Textbooks May Be Too Pro-Islam, Anti-Christian, Texas State Education Board Says
Texas state school board to vote on whether books too pro-Islam, anti-Christian.
Sept. 23, 2010— -- Students in Texas may be getting a glorified view of Islam, according to some state education leaders who are pushing for a resolution that would denounce social studies textbooks as biased against Christianity.
Though the president of conservative-leaning Texas State Board of Education supports the measure as promoting religious equality in schools, faith leaders and activists have condemned the board's proposal as intolerant and anti-Muslim.
"It's clearly just an attempt to propagandize the state's student population against the faith of Islam," said Ibrahim Hooper, spokesman for the Washington D.C.-based Council on Islamic-American Relations. "Somehow they were getting too rosy a picture of Islam."
The board of education is set to vote Friday on the resolution, which was proposed by a one-time board candidate who failed to get elected earlier this year.
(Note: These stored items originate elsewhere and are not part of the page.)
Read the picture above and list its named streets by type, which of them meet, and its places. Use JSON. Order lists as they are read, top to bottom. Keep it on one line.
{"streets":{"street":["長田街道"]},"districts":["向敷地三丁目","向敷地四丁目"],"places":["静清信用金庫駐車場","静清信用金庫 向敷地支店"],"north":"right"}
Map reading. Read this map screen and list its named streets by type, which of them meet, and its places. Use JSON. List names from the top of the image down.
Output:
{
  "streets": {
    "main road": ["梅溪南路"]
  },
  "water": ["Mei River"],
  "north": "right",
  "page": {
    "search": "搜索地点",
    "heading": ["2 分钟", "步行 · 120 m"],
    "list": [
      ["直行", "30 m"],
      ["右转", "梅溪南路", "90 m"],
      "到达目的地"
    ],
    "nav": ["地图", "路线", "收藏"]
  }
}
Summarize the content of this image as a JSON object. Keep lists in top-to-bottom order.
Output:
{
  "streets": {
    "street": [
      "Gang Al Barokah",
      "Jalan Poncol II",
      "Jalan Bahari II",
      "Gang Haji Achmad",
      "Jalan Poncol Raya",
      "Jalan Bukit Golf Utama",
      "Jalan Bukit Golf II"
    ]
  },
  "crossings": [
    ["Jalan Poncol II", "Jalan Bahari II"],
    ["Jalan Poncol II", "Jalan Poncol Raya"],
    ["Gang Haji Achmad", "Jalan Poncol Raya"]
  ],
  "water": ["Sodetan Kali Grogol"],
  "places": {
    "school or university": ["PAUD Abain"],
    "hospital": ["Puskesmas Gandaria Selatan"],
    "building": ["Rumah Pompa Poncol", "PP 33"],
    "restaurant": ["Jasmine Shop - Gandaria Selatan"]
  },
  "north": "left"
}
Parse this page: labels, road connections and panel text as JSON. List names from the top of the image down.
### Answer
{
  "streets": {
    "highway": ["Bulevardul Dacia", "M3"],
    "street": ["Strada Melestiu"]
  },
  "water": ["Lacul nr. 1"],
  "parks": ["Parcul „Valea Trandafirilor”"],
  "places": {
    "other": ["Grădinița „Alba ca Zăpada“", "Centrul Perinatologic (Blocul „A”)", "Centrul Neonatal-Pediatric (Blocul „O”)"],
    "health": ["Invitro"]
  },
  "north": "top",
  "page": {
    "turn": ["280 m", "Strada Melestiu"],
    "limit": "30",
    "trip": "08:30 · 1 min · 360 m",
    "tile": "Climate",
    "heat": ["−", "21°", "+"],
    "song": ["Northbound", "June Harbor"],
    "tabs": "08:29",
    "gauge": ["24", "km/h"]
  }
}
It charges that "pro-Islamic/anti-Christian bias has tainted some past Texas social studies textbooks."
It also refers to the board of education as the "principal democratic check and balance" against "otherwise often-unresponsive editors and unaccountable authors."
But the Texas Freedom Network, a state religion and education watchdog group, said this measure is just another attempt by the hard-right majority to infuse its own religion and politics into the education of millions of school children.
"It's really hard to know if this board will pass something as inflammatory as this," spokesman Dan Quinn said. "I assume it will be close."
Gail Lowe, the governor-appointed president of the board of education, dismissed the criticism that the proposal, which she supports, is anti-Muslim.
"The resolution is not attacking that religious group," she said. "There are some entities that like to stir up controversy even when there isn't any."
Lowe said she hasn't studied the textbooks or the passages called into question by the resolution, which would bear her signature should it pass, but that she intends to before Friday.
The critics, she said, are "unnecessarily worrying."
"It has nothing to do with anyone's personal religious beliefs," she said.